Режин кивнула и оттолкнула его:
— Я знаю.
— Мы раньше уже были вместе, Режин. Я думал, что потерял ее. А вчера — вчера у нас случилась встреча.
— И это знаю, но ты же младший. Это мерзко. Маман говорит, у нее теперь нет сына — ты погубил эту несчастную девушку.
— Два дня назад она грозила нанять русского, чтобы он поджег Жюльетт и скормил наших с ней детей собакам мадам Жакоб.
— Это пока она вас не слышала. Она не выйдет из комнаты, пока ты не сходишь на исповедь или пока
— Но мне двадцать семь лет.
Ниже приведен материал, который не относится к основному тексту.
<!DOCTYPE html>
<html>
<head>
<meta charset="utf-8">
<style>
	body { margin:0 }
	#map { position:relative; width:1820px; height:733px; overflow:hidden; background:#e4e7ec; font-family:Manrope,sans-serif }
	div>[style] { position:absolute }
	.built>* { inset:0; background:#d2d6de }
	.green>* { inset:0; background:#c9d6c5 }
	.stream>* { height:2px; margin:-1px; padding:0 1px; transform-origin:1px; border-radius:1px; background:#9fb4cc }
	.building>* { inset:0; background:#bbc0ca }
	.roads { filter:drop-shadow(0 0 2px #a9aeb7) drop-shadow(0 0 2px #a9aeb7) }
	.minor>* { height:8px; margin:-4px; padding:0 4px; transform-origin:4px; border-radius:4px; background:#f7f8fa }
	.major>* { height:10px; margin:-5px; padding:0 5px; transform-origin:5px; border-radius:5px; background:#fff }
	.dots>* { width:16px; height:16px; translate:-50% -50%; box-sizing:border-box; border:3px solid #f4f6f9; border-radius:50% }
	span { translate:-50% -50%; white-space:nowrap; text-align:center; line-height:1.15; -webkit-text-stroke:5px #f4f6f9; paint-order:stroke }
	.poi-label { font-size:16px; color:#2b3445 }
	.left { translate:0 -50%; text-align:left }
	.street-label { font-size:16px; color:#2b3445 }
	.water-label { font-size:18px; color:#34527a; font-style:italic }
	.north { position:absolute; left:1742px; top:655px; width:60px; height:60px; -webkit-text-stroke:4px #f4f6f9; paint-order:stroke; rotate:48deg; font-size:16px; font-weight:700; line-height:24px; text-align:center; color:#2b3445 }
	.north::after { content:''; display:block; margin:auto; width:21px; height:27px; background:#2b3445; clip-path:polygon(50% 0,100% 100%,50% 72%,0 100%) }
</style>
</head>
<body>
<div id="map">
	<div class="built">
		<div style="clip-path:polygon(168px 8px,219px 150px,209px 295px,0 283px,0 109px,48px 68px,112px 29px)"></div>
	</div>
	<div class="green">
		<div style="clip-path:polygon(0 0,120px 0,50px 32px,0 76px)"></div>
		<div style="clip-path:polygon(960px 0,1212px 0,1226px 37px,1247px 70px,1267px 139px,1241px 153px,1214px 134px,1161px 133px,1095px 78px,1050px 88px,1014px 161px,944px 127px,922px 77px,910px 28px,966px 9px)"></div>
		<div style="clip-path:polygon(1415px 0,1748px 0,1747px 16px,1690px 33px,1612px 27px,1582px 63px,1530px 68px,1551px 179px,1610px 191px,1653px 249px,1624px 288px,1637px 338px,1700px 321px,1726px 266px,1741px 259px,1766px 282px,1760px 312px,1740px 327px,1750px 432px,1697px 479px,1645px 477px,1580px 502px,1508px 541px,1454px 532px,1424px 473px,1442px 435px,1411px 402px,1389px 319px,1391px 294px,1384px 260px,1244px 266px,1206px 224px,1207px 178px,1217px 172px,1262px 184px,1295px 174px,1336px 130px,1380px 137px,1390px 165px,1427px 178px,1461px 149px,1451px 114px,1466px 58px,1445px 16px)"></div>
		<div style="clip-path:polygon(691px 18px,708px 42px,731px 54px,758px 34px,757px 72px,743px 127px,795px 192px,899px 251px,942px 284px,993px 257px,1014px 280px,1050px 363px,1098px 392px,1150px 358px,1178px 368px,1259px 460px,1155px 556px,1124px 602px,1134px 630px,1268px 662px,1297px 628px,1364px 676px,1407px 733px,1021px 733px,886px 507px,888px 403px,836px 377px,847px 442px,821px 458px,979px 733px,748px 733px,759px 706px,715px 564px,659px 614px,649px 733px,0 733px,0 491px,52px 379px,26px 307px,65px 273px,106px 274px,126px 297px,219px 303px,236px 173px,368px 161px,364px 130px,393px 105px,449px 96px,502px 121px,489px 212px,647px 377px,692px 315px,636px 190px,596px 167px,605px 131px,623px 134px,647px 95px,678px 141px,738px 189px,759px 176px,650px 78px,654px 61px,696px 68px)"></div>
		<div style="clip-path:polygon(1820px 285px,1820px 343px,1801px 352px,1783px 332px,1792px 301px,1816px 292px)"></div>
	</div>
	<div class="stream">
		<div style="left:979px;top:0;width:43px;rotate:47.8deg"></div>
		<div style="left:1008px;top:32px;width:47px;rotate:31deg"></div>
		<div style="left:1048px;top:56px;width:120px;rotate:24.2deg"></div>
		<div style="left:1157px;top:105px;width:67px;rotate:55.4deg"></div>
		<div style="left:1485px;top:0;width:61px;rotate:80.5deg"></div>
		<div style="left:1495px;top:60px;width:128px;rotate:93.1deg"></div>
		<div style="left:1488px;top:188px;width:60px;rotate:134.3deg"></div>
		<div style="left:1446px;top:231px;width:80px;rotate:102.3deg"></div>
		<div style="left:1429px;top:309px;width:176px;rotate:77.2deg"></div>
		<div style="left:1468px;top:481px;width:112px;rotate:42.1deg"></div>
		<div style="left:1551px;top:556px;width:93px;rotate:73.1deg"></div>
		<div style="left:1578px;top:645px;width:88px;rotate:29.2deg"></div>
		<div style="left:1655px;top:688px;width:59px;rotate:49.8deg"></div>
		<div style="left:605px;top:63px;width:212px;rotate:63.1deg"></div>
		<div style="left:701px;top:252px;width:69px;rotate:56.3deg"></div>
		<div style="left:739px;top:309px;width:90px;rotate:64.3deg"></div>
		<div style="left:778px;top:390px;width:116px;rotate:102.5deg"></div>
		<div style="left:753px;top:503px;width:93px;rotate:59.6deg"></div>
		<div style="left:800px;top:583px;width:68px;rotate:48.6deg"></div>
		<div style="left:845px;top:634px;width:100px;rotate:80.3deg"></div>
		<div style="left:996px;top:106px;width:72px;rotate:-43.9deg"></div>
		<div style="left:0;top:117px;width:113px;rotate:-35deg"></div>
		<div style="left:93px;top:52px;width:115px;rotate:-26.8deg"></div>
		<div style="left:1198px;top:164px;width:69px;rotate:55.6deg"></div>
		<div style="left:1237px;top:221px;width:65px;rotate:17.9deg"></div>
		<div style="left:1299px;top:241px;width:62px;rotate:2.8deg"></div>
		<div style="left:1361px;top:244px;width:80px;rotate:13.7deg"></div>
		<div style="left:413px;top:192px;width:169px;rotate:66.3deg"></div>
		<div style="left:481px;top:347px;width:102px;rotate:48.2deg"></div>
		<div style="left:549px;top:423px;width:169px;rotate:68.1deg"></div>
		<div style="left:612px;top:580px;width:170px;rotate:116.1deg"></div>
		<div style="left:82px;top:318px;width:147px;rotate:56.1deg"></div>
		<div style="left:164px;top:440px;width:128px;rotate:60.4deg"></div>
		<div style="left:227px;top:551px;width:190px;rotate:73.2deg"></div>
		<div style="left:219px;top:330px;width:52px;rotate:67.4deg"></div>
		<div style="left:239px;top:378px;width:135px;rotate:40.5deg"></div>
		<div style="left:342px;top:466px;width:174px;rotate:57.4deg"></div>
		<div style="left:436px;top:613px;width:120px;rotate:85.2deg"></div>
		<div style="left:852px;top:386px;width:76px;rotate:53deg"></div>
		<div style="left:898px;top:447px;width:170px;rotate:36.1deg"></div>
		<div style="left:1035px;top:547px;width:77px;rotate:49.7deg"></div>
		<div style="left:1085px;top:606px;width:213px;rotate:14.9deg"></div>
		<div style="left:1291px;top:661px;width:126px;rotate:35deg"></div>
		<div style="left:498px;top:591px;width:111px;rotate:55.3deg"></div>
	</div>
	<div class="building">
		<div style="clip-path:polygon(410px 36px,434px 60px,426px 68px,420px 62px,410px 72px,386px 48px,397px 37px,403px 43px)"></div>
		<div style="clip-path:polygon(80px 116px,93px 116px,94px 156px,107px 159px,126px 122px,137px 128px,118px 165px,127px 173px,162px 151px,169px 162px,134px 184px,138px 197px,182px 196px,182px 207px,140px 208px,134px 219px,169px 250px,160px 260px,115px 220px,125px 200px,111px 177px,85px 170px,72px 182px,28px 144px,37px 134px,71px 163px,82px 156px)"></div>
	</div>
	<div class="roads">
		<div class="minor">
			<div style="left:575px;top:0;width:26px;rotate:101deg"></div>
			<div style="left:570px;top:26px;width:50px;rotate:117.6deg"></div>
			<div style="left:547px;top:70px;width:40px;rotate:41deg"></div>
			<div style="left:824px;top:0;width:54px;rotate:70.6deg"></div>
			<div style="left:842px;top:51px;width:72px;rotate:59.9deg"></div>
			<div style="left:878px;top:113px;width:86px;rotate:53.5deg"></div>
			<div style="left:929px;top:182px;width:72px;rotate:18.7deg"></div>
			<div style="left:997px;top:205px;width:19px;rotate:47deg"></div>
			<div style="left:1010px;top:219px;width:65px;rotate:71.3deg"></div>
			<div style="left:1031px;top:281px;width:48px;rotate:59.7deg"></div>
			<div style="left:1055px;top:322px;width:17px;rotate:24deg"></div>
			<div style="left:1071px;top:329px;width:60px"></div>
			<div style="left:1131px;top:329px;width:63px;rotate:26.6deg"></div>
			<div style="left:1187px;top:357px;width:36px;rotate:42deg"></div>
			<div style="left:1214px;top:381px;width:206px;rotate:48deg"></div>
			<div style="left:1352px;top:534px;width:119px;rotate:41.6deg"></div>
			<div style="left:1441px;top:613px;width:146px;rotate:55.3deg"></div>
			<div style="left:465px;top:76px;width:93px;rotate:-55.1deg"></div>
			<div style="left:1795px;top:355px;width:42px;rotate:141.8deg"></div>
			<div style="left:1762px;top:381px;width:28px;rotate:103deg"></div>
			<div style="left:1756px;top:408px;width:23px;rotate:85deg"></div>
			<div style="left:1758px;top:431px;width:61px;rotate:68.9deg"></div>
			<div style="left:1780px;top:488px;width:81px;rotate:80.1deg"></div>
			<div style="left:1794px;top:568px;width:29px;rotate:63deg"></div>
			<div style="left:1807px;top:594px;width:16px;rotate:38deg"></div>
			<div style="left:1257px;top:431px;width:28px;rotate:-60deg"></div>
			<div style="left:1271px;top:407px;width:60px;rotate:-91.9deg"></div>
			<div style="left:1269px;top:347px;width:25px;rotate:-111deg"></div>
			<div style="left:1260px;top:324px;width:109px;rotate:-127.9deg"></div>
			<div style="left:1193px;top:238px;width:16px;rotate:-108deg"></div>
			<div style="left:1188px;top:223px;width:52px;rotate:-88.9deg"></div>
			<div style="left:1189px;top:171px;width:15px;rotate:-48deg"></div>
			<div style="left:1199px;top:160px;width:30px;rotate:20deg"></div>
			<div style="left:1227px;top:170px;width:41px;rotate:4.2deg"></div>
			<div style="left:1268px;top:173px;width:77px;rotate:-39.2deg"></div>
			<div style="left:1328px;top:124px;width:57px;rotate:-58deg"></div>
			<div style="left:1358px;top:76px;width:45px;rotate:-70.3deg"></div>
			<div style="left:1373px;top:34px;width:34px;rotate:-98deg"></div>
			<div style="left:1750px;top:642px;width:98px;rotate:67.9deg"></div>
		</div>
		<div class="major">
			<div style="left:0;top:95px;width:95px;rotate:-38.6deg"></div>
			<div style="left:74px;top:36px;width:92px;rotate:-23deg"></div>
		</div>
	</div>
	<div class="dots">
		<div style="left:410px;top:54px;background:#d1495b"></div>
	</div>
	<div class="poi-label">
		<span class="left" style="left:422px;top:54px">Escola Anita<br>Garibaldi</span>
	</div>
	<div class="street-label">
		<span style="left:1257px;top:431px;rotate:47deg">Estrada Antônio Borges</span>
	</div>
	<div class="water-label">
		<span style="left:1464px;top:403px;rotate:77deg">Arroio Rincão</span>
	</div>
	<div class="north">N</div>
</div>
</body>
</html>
Ты правда думала, что я никогда раньше не бывал с женщиной?
— Ну, домой ты их не приводил. Мы считали, что тебе кто-нибудь дает, ну… из жалости. И девушки нынче очень много пьют.
Люсьен стряхнул с головы крошки.
— Я не женат, потому что художник, а не потому, что женщину не могу себе найти. Я же тебе говорил — у меня на жену нет времени. Это будет нечестно по отношению к ней.
— Так я тебе и поверила. Наверное, спасибо уже за то, что ты не гоняешься за мальчиками, как тот жуткий англичанин, что приходил к нам в булочную.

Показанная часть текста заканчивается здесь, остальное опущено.